All that technical ability isn’t worth anything unless it expresses an idea. Call it branding if you like, but it’s the underlying message that supports everything else you say.
Quality #2: It has to be unique
While I admire Hemmingway, Austin and Shakespeare, I don’t want to write like them. I don’t even want to write like Demian Farnsworth, though I adore his style.
Artists don’t copy. They have their own voice and style and peculiar way of expressing themselves.
Who do you write like? Like you, of course. And yes, it can take a while to refine your voice, but unless you’re true to your craft, cranking out articles and Web pages, and putting them out there for the world to judge enjoy, you’ll never find your unique way of expressing yourself.
Remember, your unique voice is the very thing that makes you great. Case in point: It’s easy to recognize a Shakespearian quote because we’re all familiar with his unique style.
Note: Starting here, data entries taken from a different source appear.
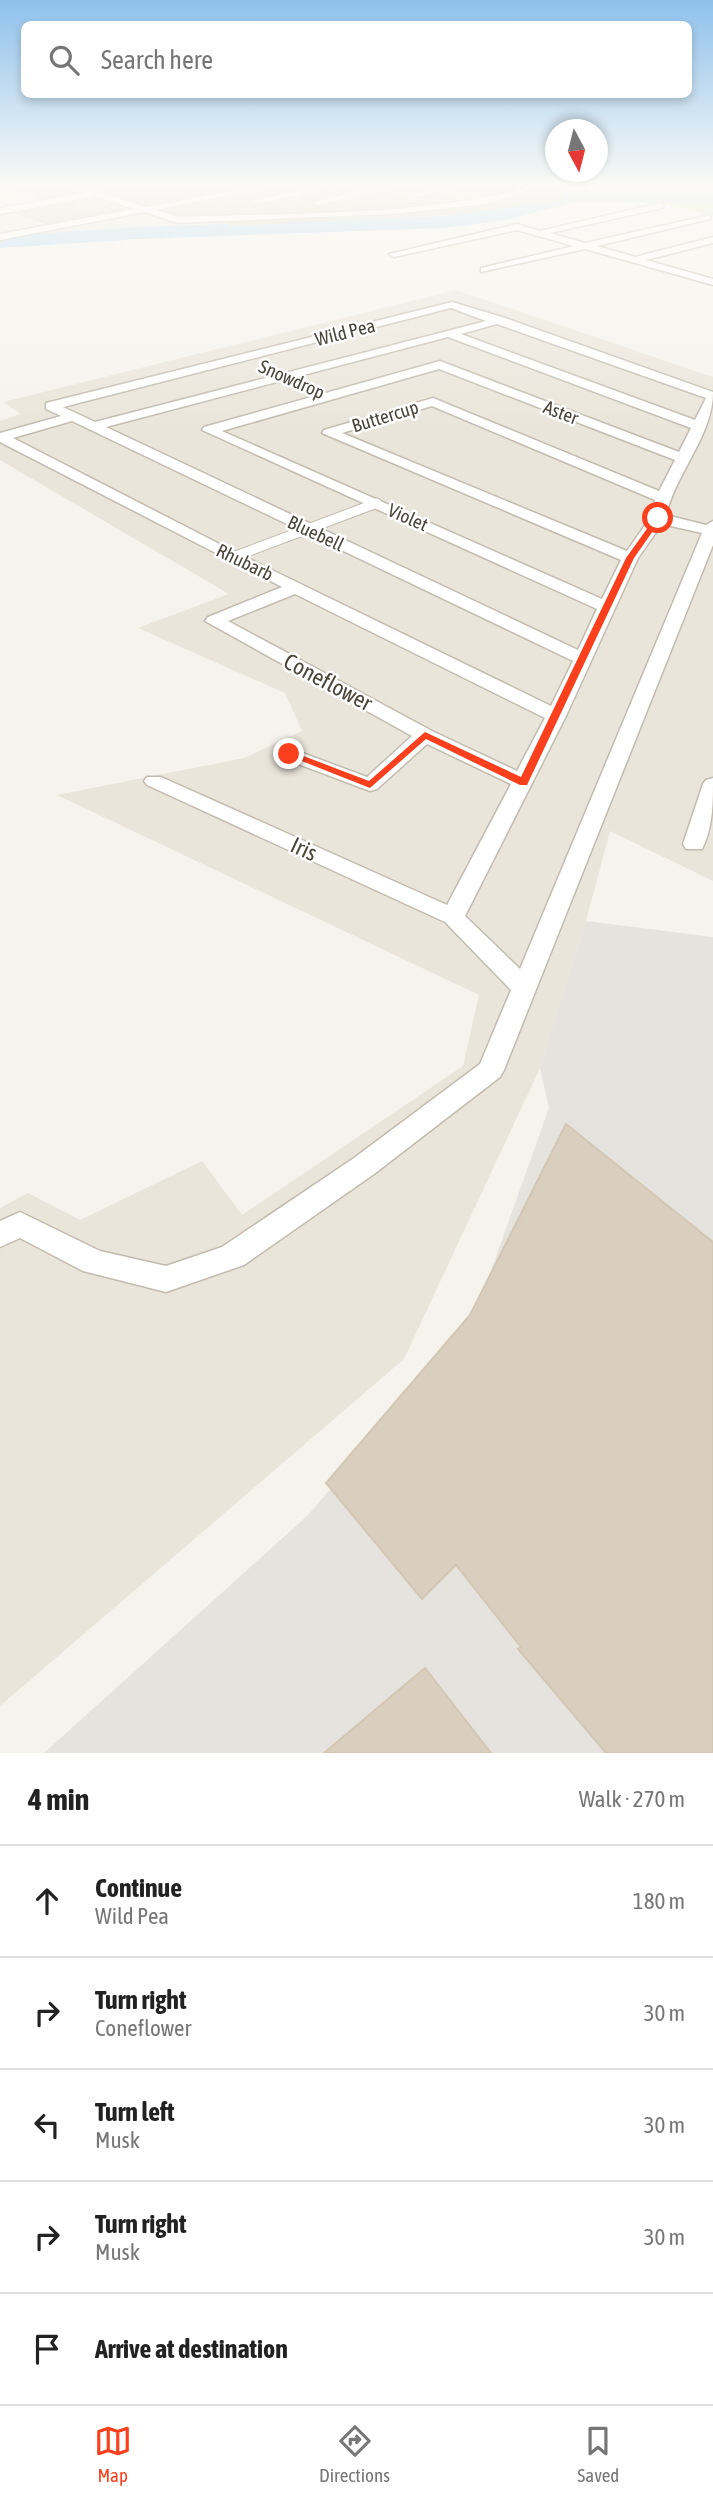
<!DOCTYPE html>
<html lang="en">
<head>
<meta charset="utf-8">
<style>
  :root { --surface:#fff; --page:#f2f2f2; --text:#222; --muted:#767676; --line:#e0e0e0; --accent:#fc3f1d }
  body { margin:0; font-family:"Asap Condensed",sans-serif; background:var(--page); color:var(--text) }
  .compass { position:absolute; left:545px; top:119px; width:63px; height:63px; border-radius:50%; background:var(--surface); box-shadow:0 4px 10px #0003; rotate:173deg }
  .stop { position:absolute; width:21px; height:21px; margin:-16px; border:5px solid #fc3f1d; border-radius:50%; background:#fff }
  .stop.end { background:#fc3f1d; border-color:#fff; box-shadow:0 2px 7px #0008 }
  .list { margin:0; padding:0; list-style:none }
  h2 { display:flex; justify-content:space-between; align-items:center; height:91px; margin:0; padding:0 28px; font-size:30px }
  h2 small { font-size:23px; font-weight:400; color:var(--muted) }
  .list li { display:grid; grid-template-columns:46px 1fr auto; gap:21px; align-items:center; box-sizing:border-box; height:112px; padding:0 28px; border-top:2px solid var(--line) }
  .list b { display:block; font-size:26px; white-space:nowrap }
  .list p { margin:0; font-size:23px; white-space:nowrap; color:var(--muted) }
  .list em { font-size:23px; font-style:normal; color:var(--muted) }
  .icon { flex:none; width:38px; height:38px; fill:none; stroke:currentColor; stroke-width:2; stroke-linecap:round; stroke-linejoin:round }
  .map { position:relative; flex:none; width:713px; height:1753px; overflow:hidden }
  .search { position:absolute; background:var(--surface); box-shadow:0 4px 10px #0003; left:21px; right:21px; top:21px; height:77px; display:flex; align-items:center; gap:18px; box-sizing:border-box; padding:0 24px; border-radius:10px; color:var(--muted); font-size:26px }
  .sheet { height:651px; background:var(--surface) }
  nav { display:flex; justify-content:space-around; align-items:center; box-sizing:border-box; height:98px; border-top:2px solid var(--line); background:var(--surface); font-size:19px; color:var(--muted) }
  nav a { display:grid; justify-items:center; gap:4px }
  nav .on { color:var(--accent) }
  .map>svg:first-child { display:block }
  .residential { fill:#eae5da }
  .industrial { fill:#e6e2dd }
  .green { fill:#d2eab5 }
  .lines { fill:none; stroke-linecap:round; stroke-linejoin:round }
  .river { fill:#a9d4f2; fill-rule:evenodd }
  .building { fill:#d8cfc1; stroke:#d3c7b4; stroke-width:2 }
  .lane-casing { stroke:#c2bbae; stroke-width:11 }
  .street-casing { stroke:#c2bbae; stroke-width:3 }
  .lane { stroke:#fff; stroke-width:9 }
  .street { fill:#fff; fill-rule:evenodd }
  .route { fill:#fc3f1d }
  .labels { text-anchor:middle; stroke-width:5; stroke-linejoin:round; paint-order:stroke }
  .far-street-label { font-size:19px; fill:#4b4439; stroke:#fff }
  .street-label { font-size:23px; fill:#4b4439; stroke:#fff }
</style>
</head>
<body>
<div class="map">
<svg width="713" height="1753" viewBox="0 0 713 1753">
  <rect width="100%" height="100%" fill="#f6f3ec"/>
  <g class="residential">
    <polygon points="0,186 547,186 574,193 499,210 0,239"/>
    <polygon points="456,290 713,377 713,881 610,831 586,921 540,1068 404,1359 0,1706 0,1208 28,1193 80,1220 202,1161 242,1215 463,1066 479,995 57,795 244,758 302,731 285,693 138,628 229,594 0,460 0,421 21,414 3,402"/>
  </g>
  <polygon class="industrial" points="586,921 713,937 713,1753 44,1753 308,1515 472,1324 549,1108 540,1068"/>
  <polygon class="green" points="643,199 713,203 713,216"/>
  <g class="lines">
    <polygon class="river" points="575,190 713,191 713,203 575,202 505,220 443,228 139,239 0,248 0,236 139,227 443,216 503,208"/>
  </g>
  <g class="building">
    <polygon points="22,186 65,186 76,192 39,198 16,191"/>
    <polygon points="88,186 245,186 146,204"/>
    <polygon points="278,186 311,186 251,198 249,201 257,207 341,189 343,186 373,186 312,199 310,202 318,208 401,189 403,186 436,186 403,195 410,202 465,186 561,186 562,200 449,214 231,225 231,223 392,217 486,207 527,195 529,192 521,186 437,202 351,209 178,214 166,211 276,189"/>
    <polygon points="95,199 124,208 46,223 17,213"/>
    <polygon points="566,1124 713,1242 713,1753 606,1753 518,1649 521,1647 456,1565 422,1599 326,1483 470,1315"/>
    <polygon points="425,1668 491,1753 324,1753"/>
  </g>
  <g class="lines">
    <defs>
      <polyline id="lane" points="233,557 377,503"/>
      <g id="street">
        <polygon points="0,186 19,186 0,191"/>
        <path d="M68,186H80L146,207L258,186H275L156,210L178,217C291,212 411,217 522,189L526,192L486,204L392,214L177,223L145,212L0,240V234L134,209L95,196L0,214V208L85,193Z"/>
        <polygon points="323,186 340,186 256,204 252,201"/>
        <polygon points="384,186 400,186 317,205 313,202"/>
        <polygon points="446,186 462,186 409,199 405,196"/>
        <polygon points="660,203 664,206 663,208 550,233 585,243 710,215 710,219 597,246 635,257 713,237 713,243 646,260 713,279 713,285 585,249 481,272 481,268 574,246 517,230 394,257 389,254 517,224 540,231"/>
        <path d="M452,302L505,318L713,392C713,435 676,473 666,515L706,525L713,521V545L504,1070L500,1077L374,1174L244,1265L166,1292L83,1271L20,1238L0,1247V1221L20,1212L100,1251L166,1266L222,1247L354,1158L480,1064L511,990L445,922L147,785L144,781L147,777H161L447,905L511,784L427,744L377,789L370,791L282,758L279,754L282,750L289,748L367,777L412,736L205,621L208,617L282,587L0,442V433L61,416L46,409V403ZM451,308L486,321L95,422L63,407ZM497,324L706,398L695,420L461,334ZM448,337L691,428L679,452L440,361L204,427L202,430L597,609L578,650L106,427ZM439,369L675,460L659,491L433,398L324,430L322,433L621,560L602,599L222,431ZM432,406L655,500L650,518L627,551L342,433ZM72,421L573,661L551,706L239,554L13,438ZM662,524L702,533L520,969L465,916L566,716L638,558ZM295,594L545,718L517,771L432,731L228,621Z"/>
        <path d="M713,778C713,802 713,828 702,849H686L683,844L703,784L706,780Z"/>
      </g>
    </defs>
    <use href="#lane" class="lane-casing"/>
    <use href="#street" class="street-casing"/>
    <use href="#lane" class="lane"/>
    <use href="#street" class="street"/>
  </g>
  <linearGradient id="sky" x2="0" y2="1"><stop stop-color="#8fc1ec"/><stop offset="0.43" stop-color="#fbfaf6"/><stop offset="1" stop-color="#fbfaf6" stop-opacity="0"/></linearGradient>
  <rect width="713" height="431" fill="url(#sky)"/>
  <polygon class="route" points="656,516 662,518 634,558 527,785 520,785 426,739 370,788 284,754 293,752 369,781 425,732 521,777 626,558"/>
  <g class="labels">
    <g class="far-street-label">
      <text transform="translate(345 332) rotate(-14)" y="7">Wild Pea</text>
      <text transform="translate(292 379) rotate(24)" y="7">Snowdrop</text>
      <text transform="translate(561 412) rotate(21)" y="7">Aster</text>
      <text transform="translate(385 416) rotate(-17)" y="7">Buttercup</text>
      <text transform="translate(408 517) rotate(24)" y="7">Violet</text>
      <text transform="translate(316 533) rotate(25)" y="7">Bluebell</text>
      <text transform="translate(245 562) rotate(26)" y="7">Rhubarb</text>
    </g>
    <g class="street-label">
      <text transform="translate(328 682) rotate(28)" y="8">Coneflower</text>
      <text transform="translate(304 849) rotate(25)" y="8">Iris</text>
    </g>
  </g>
</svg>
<svg class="compass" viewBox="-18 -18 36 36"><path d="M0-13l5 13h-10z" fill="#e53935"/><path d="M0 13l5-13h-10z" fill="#767676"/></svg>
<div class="stop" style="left:658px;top:518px"></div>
<div class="stop end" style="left:289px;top:754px"></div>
<div class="search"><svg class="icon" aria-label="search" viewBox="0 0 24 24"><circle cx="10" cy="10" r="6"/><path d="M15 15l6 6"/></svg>Search here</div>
</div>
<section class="sheet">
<h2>4 min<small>Walk · 270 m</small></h2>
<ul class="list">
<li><svg class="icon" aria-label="ahead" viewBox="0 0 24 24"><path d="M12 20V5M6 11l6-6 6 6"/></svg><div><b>Continue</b><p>Wild Pea</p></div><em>180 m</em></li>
<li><svg class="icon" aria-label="right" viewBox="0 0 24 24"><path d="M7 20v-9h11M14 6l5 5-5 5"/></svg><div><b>Turn right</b><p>Coneflower</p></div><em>30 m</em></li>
<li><svg class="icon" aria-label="left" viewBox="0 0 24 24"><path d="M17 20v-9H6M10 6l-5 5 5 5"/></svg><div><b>Turn left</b><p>Musk</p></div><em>30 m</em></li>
<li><svg class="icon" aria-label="right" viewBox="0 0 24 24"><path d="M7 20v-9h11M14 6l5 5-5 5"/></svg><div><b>Turn right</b><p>Musk</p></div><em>30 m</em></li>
<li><svg class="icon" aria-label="arrive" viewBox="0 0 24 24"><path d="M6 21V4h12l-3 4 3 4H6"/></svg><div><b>Arrive at destination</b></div></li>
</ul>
</section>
<nav>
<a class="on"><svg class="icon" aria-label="map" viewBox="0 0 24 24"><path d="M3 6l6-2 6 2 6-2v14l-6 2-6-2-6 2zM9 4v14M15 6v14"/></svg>Map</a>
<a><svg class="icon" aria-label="directions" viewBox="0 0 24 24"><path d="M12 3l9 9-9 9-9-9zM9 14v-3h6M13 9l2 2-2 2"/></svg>Directions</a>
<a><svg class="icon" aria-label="saved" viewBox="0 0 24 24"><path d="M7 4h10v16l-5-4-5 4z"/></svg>Saved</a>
</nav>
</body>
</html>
How do you find your message/uniqueness?
Well, certainly not by putting off the work of creating. A core message or unique voice has never magically appeared to anyone.
You’ve probably heard that it takes 10,000 hours of practice to be good at anything. I think there’s some truth to that.
So my first suggestion is to start.
Don’t put off starting a project because you don’t know what you’re doing yet. You’ll figure out what you’re doing after you see it.
As Mark Twain once said, “The time to begin writing an article is when you have finished it to your satisfaction. By that time you begin to clearly and logically perceive what it is you really want to say.”
A few other suggestions:
Look at your passions. What are the issues that make you hot under the collar or get you talking nonstop? Somewhere, buried inside, you’ll find your core message.
Look at the projects that have given you the most satisfaction. What do you like about them? What do they say to you? Can you phrase that as a core message?
Honestly, objectively compare your work to other people’s in your niche (the pros and the up-and-comers). What do you do that’s different? Don’t judge it or assume it’s bad. It might be the thing that adds sparkle to your work.
And finally, what comes easily to you? You’re probably inclined to discount it as something that isn’t valuable because it’s so easy. But before you discount it, evaluate whether other people are able to do it.
If not, see if you can develop it into a differentiator. Build on it. Own it as your own personal style. Then…
Let your inner artist shine
Even if writing is a job and a drudge and not an artistic endeavor, you need to find your core message and unique voice.
They’ll make your blog posts more interesting. They strengthen your brand. And ultimately, they’ll make your writing worth reading.
So think like an artist. Look for the “thing” that sets you apart, and then share it below. I’d love to hear what it is.